» REQUIRED WORK: Restate word for word the lines of the material below, from the line with "filter:drop-shadow(0 0 1px" to the line with "height:6px; margin:-3px; padding:0", both lines included, and no others.

-.-.-

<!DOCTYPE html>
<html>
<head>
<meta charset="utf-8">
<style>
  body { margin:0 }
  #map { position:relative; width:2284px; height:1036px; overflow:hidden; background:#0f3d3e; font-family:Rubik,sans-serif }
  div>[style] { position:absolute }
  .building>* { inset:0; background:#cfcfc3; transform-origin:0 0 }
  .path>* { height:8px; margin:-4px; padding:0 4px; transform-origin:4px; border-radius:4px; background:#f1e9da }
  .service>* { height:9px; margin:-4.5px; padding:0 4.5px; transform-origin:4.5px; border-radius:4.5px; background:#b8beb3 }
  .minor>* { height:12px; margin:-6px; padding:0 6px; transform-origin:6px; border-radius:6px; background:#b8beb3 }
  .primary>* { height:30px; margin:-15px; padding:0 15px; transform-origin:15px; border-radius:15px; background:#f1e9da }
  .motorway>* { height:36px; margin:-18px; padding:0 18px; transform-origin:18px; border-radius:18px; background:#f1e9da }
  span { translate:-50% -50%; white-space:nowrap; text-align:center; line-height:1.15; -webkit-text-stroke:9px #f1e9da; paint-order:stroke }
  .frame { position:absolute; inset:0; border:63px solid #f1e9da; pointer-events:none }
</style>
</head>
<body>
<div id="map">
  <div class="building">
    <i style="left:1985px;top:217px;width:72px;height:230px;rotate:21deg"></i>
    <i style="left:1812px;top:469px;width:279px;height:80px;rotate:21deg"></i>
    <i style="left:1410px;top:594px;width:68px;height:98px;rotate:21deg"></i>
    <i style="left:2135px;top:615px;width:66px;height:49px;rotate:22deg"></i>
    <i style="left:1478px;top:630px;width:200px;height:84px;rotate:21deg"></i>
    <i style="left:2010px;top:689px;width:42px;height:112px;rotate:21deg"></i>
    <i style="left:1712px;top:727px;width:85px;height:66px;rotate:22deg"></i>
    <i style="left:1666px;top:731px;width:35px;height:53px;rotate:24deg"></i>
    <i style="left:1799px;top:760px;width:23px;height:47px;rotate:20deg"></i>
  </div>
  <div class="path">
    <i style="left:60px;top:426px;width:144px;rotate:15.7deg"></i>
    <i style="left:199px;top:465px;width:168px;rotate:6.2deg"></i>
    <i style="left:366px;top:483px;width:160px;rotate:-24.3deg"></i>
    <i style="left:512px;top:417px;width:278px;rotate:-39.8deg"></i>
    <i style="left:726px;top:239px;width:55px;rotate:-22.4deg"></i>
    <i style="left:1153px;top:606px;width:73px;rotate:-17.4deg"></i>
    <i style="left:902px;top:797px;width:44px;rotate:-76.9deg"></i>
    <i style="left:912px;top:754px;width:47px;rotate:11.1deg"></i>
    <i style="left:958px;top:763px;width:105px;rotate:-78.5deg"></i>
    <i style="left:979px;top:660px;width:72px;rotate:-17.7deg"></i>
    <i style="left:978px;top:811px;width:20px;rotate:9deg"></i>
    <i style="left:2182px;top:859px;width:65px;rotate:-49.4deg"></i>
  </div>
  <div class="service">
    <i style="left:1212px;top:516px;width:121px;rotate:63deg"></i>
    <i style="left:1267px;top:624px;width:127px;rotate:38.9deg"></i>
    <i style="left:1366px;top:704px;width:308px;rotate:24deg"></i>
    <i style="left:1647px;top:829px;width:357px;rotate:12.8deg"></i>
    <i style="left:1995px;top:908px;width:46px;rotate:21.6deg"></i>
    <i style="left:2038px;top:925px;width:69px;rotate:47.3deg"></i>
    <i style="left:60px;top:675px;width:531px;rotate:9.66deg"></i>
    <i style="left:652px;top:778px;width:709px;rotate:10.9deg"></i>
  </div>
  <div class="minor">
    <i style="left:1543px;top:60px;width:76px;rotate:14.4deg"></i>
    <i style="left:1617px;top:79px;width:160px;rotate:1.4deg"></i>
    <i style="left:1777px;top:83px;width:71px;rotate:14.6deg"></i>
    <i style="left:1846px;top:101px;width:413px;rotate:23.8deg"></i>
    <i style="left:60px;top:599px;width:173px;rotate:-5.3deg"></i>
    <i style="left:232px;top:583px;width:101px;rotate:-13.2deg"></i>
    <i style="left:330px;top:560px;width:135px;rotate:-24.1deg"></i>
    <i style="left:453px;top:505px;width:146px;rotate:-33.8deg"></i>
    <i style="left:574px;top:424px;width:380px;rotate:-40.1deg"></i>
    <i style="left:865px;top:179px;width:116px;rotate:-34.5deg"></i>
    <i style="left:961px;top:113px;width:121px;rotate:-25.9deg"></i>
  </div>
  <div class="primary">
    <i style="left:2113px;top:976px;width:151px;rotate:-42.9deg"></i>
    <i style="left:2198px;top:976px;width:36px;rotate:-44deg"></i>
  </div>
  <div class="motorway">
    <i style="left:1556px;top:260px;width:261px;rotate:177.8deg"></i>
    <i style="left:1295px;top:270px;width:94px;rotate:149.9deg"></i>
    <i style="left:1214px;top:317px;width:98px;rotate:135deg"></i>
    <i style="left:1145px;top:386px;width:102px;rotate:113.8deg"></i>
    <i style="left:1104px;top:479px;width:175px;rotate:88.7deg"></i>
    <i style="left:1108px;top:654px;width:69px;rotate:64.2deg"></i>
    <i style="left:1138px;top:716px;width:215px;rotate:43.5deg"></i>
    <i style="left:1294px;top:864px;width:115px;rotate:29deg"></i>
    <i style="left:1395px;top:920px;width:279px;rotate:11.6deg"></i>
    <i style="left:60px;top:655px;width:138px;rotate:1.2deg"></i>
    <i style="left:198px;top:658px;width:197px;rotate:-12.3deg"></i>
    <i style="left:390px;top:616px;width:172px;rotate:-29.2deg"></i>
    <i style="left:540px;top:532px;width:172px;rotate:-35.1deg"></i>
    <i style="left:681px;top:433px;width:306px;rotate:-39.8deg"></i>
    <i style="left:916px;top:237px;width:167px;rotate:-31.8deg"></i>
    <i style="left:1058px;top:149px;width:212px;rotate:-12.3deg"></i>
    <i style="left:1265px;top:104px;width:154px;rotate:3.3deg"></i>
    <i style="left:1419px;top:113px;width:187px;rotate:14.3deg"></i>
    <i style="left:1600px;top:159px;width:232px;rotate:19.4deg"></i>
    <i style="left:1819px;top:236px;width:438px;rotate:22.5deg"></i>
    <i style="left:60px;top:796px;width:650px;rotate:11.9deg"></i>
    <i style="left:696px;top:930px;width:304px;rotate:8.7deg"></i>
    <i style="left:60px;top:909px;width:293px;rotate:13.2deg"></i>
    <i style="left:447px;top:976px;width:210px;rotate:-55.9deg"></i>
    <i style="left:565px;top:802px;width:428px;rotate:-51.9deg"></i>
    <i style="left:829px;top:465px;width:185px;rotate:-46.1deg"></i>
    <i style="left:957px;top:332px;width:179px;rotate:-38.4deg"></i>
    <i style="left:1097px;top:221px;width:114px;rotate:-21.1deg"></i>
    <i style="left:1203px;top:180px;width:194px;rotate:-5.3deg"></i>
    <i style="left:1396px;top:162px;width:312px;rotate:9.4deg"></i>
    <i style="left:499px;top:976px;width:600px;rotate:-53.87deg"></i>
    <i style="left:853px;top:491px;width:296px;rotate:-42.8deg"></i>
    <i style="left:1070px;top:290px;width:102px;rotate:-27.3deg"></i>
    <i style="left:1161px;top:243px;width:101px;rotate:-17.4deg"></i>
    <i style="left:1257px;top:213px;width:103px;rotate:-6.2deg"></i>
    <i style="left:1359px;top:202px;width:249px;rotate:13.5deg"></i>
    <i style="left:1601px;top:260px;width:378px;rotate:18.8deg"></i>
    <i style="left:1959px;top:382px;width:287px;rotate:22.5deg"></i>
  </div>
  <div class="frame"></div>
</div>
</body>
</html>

-.-.-

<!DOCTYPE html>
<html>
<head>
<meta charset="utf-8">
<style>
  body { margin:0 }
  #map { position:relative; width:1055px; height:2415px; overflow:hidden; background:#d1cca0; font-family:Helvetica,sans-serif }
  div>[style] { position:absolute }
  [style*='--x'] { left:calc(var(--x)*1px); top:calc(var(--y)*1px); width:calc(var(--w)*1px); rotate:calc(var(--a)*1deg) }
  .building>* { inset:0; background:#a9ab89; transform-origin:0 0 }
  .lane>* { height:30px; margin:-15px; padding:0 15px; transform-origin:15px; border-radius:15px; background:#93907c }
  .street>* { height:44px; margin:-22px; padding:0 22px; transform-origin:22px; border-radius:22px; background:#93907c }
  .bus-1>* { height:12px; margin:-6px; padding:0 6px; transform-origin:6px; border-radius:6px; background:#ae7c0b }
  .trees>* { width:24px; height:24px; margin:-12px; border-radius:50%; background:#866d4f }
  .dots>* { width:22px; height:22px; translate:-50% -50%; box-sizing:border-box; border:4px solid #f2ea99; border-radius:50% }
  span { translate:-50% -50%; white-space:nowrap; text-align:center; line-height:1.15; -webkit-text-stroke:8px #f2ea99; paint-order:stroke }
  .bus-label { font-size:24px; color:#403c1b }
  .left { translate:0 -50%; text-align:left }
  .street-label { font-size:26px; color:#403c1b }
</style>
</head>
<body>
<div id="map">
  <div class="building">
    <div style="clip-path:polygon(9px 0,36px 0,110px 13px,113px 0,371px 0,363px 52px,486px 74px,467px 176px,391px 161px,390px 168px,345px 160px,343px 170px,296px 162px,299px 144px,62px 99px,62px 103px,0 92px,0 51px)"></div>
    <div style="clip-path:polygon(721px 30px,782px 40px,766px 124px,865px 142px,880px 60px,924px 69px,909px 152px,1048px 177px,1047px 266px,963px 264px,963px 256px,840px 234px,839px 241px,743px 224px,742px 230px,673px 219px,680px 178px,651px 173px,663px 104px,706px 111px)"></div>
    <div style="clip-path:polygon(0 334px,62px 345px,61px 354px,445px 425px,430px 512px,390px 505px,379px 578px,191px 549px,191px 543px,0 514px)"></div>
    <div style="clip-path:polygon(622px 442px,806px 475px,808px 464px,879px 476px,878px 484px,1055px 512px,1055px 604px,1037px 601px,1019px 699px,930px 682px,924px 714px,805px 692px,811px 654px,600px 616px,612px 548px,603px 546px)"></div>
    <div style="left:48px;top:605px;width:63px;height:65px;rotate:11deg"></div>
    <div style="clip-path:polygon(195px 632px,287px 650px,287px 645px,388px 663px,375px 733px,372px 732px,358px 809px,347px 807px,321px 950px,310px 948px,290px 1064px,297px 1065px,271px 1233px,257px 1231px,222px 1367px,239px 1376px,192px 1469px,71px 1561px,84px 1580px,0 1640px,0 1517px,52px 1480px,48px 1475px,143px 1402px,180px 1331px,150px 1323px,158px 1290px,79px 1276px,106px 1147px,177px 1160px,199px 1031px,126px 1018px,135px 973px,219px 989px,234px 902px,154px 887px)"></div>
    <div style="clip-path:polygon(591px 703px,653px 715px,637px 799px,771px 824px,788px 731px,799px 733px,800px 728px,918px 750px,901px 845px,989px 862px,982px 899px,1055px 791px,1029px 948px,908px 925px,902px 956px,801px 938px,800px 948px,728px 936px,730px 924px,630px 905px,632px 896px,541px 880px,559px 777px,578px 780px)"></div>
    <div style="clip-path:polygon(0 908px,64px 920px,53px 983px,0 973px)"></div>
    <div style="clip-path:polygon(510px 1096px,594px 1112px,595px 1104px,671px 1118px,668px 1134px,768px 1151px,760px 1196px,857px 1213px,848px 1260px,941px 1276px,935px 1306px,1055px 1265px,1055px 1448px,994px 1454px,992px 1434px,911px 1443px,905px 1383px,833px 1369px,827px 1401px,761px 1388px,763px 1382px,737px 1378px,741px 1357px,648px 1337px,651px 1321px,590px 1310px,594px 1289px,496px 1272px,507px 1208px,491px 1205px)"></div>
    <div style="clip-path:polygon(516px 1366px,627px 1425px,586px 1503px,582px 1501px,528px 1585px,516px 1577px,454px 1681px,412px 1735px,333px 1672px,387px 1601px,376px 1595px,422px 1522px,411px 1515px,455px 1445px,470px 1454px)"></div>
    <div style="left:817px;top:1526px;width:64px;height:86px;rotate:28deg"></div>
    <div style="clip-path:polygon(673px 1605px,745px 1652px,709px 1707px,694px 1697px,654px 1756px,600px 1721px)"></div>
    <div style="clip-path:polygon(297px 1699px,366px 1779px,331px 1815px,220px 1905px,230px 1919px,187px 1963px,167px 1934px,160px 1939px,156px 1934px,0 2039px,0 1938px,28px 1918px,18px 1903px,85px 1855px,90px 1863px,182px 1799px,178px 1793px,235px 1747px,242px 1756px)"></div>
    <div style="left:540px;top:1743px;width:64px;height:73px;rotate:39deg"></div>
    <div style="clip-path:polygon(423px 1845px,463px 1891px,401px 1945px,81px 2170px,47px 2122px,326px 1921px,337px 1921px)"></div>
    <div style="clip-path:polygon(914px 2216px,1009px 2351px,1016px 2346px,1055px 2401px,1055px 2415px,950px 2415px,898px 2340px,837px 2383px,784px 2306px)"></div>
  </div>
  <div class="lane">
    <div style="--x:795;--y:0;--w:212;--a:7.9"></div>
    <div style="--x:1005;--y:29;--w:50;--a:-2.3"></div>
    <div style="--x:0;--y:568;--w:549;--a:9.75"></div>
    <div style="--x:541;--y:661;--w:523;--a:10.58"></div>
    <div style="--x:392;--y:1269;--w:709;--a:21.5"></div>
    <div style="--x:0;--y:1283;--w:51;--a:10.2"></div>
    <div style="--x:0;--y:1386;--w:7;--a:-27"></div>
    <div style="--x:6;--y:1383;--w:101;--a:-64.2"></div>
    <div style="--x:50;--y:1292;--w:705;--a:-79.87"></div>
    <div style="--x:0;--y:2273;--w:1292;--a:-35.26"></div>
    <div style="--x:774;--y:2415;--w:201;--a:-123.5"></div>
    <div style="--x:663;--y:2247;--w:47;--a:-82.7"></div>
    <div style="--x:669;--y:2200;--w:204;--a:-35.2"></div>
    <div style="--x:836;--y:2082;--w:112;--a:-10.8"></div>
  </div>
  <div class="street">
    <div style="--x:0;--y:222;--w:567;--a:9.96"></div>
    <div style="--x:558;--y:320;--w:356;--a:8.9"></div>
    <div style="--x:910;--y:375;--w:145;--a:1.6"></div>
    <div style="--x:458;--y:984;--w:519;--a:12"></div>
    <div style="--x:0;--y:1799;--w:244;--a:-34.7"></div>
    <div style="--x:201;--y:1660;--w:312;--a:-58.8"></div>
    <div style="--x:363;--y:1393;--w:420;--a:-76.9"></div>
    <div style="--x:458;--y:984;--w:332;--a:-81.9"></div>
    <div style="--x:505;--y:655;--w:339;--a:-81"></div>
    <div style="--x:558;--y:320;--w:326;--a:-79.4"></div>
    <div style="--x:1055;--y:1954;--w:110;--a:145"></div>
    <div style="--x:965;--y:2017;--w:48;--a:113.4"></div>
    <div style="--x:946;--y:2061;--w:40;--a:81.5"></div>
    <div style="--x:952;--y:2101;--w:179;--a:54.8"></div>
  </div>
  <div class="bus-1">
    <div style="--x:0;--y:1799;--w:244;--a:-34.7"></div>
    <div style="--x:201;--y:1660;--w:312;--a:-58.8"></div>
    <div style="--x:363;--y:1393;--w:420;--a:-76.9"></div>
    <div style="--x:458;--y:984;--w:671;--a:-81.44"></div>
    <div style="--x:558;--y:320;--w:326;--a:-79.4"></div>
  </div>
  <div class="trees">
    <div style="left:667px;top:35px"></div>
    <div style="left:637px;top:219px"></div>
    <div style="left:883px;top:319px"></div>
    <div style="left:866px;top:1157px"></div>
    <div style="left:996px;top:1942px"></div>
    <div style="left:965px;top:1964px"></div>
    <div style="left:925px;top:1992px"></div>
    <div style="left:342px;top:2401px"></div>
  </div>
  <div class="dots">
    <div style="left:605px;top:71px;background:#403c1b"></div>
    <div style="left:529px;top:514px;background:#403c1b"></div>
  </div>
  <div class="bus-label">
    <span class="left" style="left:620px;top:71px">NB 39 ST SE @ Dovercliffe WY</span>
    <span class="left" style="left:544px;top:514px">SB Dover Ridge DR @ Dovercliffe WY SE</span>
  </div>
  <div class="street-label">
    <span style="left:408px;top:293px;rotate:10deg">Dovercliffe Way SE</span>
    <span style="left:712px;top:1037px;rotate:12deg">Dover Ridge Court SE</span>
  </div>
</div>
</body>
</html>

-.-.-

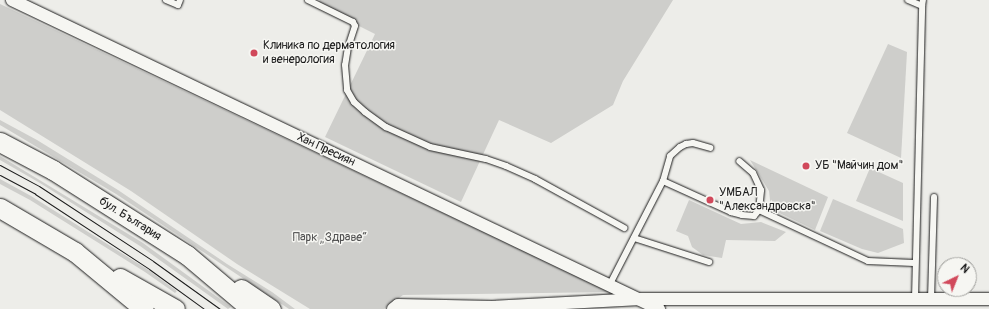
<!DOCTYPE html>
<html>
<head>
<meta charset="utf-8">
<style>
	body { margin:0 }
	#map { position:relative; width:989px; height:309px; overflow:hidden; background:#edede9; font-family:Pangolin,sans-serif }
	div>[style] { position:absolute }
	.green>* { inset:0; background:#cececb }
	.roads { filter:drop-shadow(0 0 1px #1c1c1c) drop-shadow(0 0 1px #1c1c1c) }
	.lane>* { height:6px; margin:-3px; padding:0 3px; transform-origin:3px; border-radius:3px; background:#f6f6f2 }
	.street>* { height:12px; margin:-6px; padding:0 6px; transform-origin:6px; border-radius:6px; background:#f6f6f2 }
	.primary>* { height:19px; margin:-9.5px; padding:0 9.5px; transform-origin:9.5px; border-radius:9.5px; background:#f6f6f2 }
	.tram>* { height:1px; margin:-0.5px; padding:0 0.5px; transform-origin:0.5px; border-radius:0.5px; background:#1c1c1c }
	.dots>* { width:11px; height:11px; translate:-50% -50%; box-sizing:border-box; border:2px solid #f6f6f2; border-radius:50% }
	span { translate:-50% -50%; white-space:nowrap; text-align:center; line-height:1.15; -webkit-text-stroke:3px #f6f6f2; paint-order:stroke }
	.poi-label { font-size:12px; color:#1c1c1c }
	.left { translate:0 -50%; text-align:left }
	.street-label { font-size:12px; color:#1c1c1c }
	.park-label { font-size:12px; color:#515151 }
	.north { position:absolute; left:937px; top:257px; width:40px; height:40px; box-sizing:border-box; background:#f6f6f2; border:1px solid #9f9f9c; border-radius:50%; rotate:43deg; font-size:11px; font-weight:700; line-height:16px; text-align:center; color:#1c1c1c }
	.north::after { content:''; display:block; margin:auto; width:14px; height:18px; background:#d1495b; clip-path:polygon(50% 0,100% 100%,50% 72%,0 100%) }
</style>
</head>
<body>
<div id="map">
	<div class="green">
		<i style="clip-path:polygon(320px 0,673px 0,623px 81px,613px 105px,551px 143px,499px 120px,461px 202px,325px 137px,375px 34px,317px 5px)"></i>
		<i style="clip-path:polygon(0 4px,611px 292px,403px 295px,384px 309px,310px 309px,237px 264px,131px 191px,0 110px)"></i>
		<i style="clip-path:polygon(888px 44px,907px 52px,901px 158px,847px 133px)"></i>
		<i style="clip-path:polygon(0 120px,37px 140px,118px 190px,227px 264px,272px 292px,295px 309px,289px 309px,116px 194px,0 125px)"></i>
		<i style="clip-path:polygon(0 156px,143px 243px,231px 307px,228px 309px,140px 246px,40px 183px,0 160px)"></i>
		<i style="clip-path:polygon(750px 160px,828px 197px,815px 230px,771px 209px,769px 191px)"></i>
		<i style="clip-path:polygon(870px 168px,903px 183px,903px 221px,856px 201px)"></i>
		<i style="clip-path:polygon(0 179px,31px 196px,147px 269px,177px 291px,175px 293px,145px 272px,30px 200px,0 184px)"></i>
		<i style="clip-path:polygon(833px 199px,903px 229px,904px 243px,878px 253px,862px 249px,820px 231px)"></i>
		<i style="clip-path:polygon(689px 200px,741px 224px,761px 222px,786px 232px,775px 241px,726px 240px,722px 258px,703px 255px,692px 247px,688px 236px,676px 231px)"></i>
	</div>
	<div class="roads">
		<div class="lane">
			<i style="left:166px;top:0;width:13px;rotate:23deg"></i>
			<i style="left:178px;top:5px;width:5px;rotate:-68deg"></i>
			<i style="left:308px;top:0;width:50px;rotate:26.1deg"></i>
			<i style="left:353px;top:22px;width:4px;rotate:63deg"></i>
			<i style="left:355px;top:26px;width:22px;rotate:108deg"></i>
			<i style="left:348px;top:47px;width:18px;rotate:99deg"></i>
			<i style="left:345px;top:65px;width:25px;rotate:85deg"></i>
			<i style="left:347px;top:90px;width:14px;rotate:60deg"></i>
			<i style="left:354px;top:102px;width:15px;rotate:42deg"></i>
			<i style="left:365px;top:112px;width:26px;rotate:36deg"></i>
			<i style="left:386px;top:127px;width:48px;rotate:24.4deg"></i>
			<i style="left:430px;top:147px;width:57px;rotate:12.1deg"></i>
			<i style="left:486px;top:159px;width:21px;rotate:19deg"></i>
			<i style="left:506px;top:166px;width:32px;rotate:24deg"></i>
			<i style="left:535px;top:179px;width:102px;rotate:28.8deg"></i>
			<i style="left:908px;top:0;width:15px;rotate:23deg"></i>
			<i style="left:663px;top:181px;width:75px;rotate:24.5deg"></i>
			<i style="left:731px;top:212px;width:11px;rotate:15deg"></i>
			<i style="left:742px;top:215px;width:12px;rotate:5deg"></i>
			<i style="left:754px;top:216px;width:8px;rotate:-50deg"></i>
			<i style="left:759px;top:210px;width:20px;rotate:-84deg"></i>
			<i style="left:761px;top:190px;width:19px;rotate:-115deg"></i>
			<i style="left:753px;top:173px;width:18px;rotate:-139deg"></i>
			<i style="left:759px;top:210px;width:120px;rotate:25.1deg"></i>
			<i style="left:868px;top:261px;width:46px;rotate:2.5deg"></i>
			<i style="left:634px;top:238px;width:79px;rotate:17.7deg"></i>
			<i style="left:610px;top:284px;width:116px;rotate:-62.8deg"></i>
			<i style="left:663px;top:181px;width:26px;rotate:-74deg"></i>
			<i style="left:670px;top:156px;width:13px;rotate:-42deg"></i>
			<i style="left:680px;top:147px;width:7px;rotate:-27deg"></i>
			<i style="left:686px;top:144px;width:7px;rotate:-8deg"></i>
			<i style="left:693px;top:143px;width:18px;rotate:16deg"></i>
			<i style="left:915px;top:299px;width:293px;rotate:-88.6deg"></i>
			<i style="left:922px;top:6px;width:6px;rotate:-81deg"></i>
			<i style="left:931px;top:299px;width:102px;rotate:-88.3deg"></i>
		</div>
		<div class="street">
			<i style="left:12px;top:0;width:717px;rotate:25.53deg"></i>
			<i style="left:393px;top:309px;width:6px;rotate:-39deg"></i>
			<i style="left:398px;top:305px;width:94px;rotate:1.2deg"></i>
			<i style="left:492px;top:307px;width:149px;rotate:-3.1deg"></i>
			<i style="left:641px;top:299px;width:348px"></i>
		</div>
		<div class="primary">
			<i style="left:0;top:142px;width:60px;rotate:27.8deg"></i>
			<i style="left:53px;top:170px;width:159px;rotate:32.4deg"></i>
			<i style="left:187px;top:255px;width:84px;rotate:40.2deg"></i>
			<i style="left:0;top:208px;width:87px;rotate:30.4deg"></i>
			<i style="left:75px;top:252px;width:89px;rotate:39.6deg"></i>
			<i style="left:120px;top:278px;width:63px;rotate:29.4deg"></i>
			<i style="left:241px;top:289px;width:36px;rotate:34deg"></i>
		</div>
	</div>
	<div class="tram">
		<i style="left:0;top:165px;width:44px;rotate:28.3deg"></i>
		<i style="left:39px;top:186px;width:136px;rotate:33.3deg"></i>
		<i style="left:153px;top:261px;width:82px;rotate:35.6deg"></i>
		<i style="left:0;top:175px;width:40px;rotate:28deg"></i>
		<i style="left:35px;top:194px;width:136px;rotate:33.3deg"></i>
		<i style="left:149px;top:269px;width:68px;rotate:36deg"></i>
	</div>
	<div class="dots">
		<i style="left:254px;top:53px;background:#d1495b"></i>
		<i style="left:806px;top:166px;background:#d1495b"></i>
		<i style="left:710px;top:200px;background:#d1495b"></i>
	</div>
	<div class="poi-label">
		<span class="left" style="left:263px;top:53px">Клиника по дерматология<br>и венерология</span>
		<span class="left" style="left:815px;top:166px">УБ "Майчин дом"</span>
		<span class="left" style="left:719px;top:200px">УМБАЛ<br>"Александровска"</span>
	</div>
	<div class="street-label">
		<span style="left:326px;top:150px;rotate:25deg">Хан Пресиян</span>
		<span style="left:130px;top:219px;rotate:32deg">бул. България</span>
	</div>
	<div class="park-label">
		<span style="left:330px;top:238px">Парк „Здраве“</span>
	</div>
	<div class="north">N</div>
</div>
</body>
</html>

-.-.-

» OUTPUT OF THE EXERCISE:
	.roads { filter:drop-shadow(0 0 1px #1c1c1c) drop-shadow(0 0 1px #1c1c1c) }
	.lane>* { height:6px; margin:-3px; padding:0 3px; transform-origin:3px; border-radius:3px; background:#f6f6f2 }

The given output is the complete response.